__DIRECTIONS__
Would you please copy every line below that includes the string "absolute"?

__EXTRACTED RECORDS__
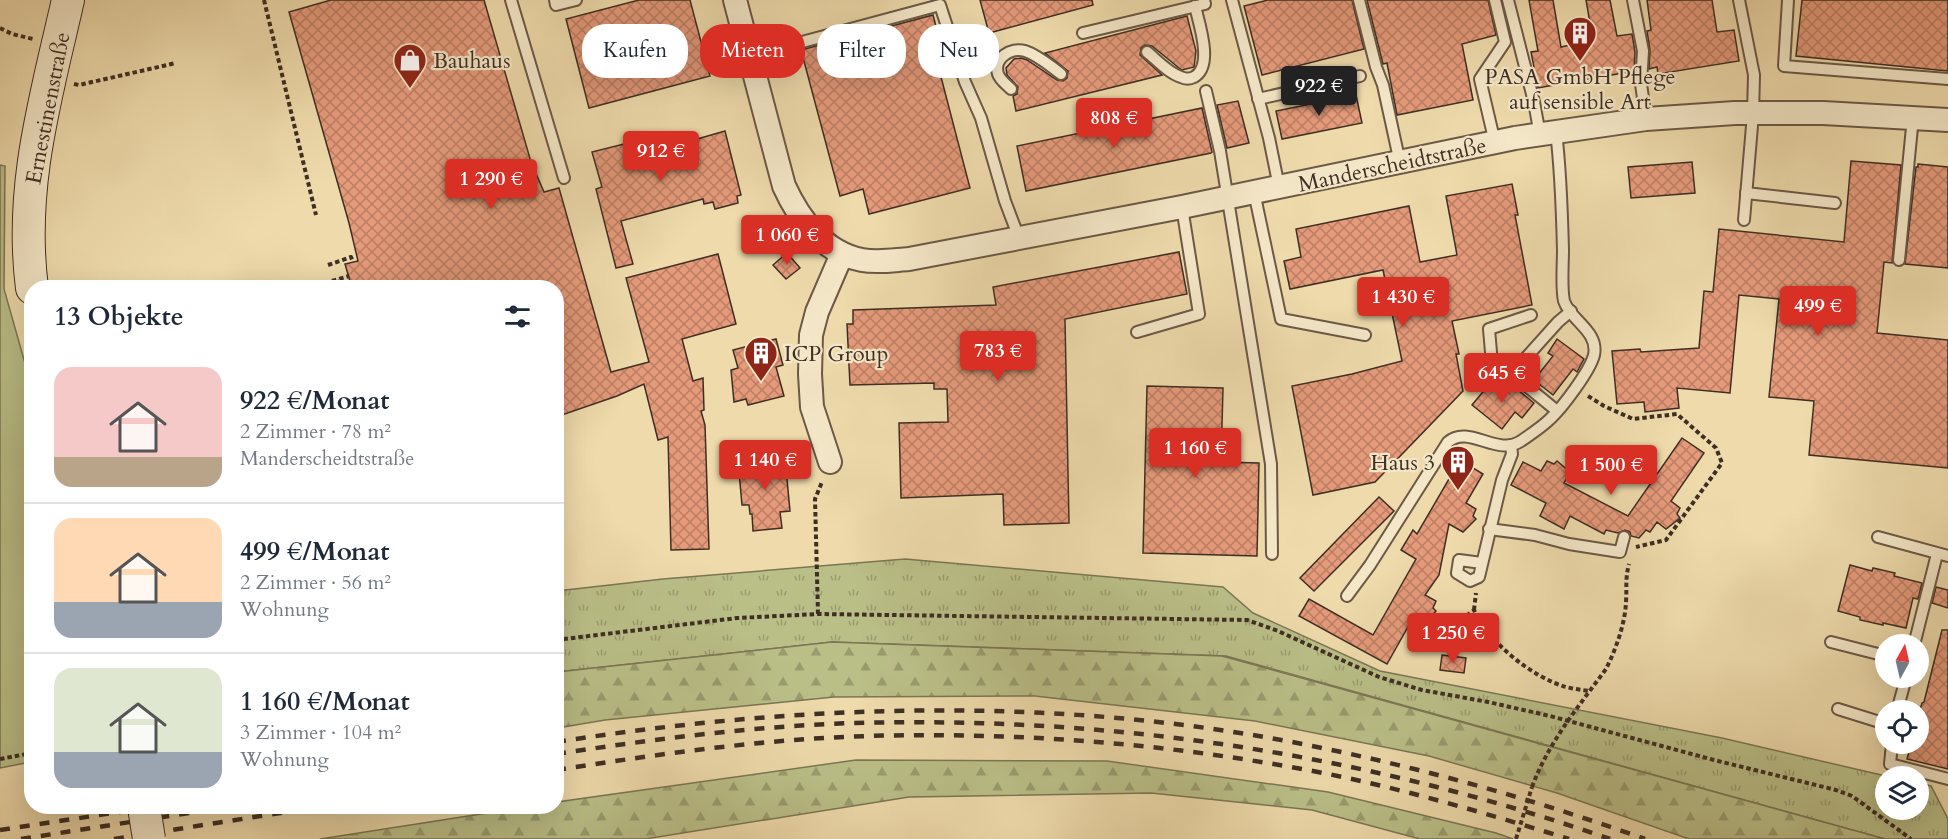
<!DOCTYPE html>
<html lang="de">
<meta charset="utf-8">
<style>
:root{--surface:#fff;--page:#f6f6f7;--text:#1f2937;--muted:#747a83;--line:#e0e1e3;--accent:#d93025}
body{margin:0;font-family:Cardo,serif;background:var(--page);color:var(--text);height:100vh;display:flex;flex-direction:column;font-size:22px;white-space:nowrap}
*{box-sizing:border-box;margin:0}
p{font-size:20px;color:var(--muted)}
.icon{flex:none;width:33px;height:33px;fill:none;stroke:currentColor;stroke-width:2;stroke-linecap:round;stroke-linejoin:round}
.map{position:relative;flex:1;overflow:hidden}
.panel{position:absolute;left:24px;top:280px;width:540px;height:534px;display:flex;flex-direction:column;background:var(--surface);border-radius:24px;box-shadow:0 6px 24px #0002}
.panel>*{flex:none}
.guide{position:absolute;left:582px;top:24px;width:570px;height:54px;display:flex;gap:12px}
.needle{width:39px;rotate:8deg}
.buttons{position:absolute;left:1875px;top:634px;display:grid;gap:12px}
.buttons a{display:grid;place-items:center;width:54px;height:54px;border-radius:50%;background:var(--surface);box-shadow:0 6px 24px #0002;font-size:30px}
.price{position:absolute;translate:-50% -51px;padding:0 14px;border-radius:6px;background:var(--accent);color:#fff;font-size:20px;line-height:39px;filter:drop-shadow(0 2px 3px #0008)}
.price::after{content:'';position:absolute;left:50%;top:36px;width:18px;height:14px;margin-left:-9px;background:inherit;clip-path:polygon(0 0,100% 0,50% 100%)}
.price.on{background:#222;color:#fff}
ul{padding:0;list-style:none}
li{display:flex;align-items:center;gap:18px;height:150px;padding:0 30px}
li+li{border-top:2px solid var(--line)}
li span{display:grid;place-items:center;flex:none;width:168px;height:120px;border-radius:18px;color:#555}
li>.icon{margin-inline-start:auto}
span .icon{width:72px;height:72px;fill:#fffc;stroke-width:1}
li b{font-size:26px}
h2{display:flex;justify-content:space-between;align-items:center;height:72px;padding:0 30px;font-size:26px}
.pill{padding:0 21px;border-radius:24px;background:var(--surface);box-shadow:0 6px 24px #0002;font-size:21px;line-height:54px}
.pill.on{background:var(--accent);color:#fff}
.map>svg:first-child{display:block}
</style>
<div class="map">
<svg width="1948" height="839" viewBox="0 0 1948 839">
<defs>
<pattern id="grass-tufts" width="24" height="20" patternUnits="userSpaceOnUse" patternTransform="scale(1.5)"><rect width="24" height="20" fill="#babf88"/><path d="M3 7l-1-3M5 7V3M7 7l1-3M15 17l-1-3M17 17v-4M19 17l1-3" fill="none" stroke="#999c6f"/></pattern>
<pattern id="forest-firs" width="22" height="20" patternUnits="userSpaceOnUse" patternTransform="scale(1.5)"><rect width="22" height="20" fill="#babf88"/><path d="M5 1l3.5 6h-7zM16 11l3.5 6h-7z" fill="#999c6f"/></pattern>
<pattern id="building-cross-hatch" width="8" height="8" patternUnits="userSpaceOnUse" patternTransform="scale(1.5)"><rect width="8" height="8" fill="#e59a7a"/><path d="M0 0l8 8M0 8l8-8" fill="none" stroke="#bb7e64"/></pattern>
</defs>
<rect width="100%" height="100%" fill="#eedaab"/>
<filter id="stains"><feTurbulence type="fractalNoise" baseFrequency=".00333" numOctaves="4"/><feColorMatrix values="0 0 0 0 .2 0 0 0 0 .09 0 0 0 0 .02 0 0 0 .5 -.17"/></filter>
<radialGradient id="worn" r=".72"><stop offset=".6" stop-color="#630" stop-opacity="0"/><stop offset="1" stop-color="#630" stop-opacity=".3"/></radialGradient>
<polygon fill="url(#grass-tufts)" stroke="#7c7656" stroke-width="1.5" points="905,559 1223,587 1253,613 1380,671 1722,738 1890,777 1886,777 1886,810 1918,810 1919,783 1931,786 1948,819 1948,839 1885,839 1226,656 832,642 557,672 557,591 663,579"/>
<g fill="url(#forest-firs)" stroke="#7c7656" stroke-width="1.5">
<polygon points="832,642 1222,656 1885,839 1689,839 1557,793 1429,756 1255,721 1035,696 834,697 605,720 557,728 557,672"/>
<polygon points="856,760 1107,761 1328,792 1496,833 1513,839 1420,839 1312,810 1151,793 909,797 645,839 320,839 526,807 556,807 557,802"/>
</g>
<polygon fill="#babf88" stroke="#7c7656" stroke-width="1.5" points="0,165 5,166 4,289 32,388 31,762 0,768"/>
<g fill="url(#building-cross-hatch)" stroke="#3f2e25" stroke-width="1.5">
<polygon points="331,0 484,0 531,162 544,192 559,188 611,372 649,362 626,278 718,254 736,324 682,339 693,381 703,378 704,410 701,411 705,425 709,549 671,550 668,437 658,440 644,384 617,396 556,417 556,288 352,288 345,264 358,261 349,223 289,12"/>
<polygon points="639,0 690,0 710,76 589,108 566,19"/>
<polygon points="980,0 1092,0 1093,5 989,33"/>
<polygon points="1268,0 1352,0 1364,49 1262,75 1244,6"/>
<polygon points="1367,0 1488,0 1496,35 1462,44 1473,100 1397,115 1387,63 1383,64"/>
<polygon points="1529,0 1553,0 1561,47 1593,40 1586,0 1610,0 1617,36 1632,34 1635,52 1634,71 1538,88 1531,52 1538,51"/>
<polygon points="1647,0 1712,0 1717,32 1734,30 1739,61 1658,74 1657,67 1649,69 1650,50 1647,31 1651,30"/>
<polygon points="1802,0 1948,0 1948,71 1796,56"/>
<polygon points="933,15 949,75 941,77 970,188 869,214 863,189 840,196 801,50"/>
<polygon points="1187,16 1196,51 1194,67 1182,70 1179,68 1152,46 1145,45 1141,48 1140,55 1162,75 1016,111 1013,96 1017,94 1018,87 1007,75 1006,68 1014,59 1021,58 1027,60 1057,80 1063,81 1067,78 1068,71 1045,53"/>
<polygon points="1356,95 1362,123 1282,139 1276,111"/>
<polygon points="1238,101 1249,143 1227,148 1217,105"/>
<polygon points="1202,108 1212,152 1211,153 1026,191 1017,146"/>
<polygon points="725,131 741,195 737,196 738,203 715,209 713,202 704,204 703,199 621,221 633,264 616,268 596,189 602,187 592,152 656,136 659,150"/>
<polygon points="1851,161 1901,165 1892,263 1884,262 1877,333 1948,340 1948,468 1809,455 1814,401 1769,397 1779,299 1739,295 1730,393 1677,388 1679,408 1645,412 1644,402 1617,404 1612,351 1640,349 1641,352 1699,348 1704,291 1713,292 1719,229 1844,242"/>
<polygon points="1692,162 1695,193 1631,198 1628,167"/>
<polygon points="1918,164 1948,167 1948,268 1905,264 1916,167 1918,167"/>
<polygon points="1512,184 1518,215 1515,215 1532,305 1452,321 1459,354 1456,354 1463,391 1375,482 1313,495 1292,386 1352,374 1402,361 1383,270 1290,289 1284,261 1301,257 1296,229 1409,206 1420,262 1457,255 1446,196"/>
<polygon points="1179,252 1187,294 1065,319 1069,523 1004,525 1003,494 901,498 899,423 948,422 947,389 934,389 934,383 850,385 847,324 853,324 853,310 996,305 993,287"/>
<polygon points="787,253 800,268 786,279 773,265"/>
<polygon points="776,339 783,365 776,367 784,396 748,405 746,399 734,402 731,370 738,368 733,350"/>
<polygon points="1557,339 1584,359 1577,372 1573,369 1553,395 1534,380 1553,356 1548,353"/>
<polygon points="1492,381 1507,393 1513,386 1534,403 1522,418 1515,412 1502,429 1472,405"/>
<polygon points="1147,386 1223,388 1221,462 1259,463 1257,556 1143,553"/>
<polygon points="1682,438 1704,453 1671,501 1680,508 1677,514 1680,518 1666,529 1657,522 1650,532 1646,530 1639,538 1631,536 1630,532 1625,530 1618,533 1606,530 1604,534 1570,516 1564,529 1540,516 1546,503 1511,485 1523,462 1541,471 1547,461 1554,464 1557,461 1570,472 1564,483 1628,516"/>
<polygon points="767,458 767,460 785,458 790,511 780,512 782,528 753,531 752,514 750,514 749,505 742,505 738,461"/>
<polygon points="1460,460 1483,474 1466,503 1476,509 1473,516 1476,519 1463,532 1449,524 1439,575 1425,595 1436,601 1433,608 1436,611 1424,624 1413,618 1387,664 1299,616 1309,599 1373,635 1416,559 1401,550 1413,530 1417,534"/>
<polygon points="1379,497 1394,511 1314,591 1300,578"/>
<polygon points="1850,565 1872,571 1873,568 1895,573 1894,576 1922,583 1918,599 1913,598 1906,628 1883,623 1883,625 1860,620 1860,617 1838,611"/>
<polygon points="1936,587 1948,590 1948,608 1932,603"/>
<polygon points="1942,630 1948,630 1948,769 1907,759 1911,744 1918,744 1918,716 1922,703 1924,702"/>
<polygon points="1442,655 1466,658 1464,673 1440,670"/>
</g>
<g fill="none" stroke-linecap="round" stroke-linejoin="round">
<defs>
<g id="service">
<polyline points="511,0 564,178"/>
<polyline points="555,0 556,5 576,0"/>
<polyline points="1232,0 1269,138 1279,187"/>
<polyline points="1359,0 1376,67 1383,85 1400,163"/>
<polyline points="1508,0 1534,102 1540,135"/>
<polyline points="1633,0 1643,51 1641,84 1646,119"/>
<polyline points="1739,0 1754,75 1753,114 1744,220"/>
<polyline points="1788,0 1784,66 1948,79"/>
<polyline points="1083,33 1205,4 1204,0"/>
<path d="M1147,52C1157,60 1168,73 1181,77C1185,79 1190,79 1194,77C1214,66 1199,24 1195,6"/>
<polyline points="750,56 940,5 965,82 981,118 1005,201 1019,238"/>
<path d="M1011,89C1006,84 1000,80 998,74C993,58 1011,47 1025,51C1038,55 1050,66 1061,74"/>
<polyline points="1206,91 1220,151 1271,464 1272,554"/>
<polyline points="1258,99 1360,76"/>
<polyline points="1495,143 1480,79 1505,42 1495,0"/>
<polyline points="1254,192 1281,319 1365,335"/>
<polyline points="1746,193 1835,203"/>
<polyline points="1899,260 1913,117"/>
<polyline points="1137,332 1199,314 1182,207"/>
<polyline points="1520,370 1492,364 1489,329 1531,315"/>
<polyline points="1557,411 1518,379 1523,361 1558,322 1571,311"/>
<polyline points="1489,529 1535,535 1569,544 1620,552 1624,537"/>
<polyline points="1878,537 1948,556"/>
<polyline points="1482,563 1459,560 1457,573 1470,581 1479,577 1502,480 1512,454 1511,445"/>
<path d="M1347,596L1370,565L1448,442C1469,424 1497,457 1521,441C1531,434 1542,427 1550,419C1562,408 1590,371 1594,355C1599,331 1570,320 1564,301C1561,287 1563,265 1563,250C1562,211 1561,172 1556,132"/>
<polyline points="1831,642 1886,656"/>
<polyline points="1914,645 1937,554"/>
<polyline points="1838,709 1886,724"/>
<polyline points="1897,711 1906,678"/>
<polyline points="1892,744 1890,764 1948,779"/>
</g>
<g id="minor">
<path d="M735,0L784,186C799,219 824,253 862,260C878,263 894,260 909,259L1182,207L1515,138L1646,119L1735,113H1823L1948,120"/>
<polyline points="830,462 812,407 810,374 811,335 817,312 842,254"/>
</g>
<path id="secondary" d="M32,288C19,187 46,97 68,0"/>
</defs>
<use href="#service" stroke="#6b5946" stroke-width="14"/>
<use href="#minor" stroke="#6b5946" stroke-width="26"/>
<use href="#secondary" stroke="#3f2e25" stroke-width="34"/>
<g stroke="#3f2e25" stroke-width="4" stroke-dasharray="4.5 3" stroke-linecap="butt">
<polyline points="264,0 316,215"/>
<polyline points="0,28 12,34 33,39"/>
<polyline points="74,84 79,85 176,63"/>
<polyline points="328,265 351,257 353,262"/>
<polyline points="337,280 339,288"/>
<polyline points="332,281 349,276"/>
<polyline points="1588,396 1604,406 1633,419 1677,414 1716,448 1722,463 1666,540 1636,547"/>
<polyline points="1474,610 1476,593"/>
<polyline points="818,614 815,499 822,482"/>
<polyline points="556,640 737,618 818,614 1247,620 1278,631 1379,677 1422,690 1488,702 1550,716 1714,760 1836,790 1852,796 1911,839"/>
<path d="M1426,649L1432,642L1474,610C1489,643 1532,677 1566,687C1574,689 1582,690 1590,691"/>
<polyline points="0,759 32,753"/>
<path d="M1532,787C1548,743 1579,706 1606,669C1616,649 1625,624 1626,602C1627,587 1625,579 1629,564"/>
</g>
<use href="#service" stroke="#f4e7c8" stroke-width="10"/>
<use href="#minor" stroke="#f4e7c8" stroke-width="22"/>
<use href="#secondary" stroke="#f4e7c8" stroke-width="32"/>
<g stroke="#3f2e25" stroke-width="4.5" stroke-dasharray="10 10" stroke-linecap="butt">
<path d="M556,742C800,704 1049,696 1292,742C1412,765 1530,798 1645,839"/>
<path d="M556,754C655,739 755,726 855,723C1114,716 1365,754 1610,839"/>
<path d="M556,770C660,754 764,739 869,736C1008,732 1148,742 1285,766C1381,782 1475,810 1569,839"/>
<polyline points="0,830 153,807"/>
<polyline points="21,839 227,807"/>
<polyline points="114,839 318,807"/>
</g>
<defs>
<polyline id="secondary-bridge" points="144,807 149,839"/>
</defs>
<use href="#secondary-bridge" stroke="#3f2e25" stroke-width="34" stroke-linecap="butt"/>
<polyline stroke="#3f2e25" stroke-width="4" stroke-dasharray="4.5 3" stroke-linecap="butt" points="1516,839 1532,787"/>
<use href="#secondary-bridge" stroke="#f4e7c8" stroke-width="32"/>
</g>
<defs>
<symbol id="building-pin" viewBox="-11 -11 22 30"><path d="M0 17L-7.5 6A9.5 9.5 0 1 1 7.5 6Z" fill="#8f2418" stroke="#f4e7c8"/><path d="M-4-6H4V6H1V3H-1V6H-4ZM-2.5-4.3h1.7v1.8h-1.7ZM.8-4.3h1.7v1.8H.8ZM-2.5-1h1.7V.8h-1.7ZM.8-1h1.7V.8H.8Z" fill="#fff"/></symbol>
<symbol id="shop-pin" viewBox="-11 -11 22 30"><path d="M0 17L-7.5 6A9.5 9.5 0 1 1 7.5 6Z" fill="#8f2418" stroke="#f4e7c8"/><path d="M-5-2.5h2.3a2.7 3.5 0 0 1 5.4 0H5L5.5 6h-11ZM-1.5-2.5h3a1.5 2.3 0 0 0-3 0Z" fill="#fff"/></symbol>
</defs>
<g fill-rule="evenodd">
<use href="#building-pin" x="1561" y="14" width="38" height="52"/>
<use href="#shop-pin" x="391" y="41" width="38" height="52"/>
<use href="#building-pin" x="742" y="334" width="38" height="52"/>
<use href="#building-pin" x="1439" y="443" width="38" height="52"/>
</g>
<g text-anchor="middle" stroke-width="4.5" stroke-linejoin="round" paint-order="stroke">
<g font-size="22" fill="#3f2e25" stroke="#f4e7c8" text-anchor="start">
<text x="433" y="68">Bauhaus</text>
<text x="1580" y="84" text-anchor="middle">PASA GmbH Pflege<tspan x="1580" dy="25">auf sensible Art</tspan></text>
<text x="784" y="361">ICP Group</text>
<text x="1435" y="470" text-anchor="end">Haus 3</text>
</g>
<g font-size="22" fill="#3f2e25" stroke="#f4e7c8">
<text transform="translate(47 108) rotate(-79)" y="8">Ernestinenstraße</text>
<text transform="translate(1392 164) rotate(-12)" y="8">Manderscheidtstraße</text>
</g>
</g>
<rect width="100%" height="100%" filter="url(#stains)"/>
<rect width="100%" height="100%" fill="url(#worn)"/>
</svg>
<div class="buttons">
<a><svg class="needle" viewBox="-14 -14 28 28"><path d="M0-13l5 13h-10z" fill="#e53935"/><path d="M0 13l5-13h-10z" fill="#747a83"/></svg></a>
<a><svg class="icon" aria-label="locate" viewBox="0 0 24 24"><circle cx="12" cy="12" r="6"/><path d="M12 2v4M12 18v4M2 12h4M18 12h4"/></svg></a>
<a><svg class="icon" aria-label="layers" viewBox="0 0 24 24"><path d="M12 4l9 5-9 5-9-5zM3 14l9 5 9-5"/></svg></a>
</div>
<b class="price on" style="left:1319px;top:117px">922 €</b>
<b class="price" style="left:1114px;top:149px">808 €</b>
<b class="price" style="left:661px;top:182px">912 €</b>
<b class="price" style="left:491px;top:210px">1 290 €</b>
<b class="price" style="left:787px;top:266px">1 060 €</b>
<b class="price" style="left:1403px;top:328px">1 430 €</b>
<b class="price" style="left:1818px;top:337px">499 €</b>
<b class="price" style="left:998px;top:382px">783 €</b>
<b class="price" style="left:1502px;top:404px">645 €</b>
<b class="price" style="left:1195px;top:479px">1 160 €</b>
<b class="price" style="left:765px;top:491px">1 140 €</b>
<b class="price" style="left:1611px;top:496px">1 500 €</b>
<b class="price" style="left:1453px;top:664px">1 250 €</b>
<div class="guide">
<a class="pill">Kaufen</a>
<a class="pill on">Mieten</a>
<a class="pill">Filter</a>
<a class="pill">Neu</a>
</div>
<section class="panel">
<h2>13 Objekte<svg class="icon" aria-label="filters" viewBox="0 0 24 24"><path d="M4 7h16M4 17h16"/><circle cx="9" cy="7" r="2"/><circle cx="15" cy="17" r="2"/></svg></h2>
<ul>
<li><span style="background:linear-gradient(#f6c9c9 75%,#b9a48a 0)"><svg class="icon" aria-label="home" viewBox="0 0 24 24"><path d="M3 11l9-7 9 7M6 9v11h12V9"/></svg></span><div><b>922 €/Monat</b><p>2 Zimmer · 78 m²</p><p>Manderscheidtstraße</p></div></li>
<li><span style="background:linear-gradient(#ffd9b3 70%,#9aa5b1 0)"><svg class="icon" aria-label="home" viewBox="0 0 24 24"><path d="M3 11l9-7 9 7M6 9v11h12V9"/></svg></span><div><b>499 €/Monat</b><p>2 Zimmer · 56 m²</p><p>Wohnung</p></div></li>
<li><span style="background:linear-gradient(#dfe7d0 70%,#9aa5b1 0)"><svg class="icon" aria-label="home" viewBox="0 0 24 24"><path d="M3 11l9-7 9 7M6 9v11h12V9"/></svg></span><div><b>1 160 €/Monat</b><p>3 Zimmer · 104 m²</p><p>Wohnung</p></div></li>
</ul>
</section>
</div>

__COMPLETED EXERCISE__
.panel{position:absolute;left:24px;top:280px;width:540px;height:534px;display:flex;flex-direction:column;background:var(--surface);border-radius:24px;box-shadow:0 6px 24px #0002}
.guide{position:absolute;left:582px;top:24px;width:570px;height:54px;display:flex;gap:12px}
.buttons{position:absolute;left:1875px;top:634px;display:grid;gap:12px}
.price{position:absolute;translate:-50% -51px;padding:0 14px;border-radius:6px;background:var(--accent);color:#fff;font-size:20px;line-height:39px;filter:drop-shadow(0 2px 3px #0008)}
.price::after{content:'';position:absolute;left:50%;top:36px;width:18px;height:14px;margin-left:-9px;background:inherit;clip-path:polygon(0 0,100% 0,50% 100%)}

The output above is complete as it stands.